* **Exercise directions**
Show all lines from the listing below that contain "canvas".

START Task input

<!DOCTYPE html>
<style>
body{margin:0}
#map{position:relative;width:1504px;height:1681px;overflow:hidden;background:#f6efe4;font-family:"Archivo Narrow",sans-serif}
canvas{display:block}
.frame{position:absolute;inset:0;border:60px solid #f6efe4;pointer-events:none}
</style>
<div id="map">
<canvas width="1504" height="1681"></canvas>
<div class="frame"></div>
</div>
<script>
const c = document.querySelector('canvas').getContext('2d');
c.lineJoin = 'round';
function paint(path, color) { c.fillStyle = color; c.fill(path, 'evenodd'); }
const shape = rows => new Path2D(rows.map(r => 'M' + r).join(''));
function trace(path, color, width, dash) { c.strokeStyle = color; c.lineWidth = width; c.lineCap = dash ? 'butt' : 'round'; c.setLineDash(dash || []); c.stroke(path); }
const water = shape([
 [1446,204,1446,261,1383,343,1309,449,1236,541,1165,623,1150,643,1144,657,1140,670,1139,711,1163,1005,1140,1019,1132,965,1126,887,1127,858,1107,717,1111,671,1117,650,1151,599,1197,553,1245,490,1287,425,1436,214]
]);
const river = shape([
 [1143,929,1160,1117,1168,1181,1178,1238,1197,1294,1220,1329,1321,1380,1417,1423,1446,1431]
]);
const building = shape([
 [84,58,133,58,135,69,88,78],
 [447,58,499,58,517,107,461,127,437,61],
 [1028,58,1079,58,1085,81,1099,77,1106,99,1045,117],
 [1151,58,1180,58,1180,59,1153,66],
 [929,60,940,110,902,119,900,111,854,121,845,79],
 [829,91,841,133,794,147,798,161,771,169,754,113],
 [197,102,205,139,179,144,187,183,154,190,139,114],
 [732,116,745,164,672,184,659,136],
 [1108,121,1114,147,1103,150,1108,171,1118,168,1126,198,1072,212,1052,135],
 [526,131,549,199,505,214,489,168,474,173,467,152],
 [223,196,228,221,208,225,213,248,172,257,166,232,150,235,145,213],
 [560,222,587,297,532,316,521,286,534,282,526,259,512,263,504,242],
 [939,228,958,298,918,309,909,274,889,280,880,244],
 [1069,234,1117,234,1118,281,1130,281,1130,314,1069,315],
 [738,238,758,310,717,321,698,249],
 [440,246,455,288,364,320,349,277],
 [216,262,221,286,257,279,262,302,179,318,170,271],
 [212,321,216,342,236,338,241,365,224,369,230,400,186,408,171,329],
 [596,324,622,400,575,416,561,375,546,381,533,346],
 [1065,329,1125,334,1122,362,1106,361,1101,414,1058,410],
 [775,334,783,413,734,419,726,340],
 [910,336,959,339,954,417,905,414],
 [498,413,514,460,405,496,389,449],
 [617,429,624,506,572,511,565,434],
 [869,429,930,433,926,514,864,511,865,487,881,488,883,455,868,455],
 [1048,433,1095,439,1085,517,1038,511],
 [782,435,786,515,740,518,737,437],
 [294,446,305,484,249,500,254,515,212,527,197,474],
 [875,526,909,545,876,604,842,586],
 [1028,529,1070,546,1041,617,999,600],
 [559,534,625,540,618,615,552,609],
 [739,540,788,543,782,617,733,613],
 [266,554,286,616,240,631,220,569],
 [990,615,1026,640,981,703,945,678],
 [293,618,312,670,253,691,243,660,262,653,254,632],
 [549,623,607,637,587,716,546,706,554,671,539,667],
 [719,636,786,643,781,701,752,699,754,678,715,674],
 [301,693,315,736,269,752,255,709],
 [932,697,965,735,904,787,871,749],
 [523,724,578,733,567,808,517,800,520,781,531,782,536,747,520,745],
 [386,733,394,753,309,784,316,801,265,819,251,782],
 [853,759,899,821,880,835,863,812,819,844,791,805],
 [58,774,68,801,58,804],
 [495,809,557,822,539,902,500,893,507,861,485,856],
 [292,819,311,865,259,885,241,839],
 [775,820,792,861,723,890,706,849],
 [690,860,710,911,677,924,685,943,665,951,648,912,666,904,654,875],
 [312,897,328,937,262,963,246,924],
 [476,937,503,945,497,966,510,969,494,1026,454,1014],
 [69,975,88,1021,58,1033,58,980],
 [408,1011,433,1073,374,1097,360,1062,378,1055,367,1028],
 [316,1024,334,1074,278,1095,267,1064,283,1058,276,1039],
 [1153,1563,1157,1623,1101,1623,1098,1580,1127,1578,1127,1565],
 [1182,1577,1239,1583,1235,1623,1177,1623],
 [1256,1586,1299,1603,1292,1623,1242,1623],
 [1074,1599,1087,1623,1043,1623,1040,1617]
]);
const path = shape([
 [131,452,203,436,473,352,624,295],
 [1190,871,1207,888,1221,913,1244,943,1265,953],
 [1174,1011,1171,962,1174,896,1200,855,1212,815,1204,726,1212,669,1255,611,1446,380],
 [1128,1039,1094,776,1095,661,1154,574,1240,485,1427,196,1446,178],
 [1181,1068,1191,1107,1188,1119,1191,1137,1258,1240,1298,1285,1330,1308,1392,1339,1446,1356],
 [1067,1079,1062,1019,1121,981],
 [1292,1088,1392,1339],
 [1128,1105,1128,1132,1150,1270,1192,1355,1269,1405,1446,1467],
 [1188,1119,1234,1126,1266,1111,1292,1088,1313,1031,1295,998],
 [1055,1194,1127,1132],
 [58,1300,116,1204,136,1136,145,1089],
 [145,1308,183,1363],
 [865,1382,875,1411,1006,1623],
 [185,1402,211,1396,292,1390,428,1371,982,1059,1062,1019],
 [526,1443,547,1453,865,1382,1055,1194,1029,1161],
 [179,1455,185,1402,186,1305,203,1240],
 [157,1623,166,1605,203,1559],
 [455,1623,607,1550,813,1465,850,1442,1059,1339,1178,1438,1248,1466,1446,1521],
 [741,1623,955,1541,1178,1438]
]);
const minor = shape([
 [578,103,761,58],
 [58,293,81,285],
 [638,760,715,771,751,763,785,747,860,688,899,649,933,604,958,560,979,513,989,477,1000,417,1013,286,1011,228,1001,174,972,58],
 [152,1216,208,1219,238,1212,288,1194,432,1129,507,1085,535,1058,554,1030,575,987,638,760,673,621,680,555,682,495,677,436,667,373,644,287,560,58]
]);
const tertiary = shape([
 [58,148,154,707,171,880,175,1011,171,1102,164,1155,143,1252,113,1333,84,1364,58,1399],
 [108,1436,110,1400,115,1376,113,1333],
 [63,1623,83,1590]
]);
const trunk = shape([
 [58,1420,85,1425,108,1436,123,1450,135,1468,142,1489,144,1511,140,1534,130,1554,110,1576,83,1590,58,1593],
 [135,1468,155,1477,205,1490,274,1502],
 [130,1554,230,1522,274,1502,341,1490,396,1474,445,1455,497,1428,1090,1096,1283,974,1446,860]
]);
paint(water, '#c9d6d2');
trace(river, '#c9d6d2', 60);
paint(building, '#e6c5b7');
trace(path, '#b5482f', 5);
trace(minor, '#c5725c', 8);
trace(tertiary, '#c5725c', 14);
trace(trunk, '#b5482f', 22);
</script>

END Task input

* **Answer for this exercise**
canvas{display:block}
<canvas width="1504" height="1681"></canvas>
const c = document.querySelector('canvas').getContext('2d');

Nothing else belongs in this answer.